Revenue growth, according to corporate annual reports reviewed by ICIJ, has tracked with the companies' overseas expansion. Vivendi Universal, the parent of Vivendi Environnement, reported earning over $5 billion in water-related revenue in 1990; by 2002 that had increased to over $12 billion. RWE, which moved into the world water market with its acquisition of Britain's Thames Water, increased its water revenue a whopping 9,786 percent – from $25 million in 1990 to $2.5 billion in fiscal 2002.


Undoubtably, an audience as information savvy as ATS is well aware of the Bolivia-Bechtel scandal...

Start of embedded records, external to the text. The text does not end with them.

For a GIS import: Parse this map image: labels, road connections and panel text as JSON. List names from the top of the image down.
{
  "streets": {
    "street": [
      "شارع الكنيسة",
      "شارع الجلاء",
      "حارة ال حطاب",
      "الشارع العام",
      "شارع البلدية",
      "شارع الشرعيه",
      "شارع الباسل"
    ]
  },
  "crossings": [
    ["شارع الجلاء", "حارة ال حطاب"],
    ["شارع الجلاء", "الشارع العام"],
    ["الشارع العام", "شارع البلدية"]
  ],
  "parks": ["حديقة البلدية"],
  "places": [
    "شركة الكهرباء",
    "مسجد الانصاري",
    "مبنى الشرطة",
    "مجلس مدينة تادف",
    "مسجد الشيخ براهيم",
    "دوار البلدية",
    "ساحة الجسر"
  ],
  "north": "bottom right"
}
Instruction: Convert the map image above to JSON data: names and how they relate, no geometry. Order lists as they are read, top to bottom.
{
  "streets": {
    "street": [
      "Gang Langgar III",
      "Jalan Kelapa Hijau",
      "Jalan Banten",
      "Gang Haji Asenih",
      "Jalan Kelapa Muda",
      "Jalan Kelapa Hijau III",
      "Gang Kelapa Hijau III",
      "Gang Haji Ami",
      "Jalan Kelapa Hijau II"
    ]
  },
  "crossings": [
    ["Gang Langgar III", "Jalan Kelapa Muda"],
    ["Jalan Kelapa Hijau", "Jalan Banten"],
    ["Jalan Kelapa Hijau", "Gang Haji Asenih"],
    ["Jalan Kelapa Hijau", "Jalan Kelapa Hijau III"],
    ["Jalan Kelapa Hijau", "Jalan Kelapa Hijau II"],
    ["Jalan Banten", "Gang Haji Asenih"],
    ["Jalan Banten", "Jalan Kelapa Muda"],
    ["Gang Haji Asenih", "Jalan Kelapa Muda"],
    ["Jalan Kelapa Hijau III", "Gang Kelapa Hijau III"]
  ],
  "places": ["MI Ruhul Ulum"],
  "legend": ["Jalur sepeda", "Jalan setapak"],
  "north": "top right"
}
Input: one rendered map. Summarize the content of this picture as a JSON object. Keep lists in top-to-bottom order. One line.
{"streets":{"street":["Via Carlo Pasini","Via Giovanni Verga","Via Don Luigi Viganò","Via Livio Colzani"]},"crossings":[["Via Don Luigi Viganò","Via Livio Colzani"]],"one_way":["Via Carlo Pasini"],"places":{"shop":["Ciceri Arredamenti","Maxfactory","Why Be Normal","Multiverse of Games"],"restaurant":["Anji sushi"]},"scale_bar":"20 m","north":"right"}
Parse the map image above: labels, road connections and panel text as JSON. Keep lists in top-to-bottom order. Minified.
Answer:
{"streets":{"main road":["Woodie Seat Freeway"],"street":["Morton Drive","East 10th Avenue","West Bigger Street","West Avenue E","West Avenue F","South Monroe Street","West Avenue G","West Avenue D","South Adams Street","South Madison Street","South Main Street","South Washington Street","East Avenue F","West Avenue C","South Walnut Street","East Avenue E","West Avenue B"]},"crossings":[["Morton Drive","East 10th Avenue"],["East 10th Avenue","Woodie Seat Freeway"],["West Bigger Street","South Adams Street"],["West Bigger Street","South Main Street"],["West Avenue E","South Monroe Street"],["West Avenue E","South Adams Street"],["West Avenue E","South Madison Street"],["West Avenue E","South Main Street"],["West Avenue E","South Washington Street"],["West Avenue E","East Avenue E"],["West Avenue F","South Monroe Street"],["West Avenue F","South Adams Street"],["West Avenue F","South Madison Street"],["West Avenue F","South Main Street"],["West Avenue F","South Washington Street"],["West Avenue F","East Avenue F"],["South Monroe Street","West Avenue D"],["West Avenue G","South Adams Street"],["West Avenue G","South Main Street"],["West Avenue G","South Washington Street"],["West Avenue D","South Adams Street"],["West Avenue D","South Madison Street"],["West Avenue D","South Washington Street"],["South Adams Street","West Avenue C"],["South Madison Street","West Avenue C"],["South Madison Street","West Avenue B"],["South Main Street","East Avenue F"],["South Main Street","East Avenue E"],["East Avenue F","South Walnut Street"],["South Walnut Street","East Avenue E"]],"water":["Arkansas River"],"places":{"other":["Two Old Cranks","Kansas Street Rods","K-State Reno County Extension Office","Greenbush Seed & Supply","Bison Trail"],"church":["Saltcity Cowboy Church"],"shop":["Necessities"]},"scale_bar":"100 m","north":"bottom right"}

But the private companies are increasingly running up against strong opposition because of the vital nature of water itself and the politics that swirl around it. The most famous example of this is the privatization in Cochabamba, Bolivia. After Aguas del Tunari, a consortium jointly owned by Bechtel and United Utilities, took control of the city's waterworks in 1999 without any contract bidding, the company announced water rate increases of up to 150 percent. Manager Geoffrey Thorpe threatened to cut off people's water if they didn't pay.

The contract gave the company control over ground water and allowed it to close down people's private wells unless they paid Aguas del Tunari for the water. Union leader Oscar Olivera said: "They wanted to privatize the rain." When protests erupted throughout the city of 450,000 in 2000, police and army troops were called in. They killed two people. The government reacted by cancelling the concession. Aguas del Tunari is suing the Bolivian government claiming losses of a reported $25 million, although Bechtel has stated that it has not put a number on its claim. The suit is before the International Center for the Settlement of Investment Disputes, an organization of the World Bank Group.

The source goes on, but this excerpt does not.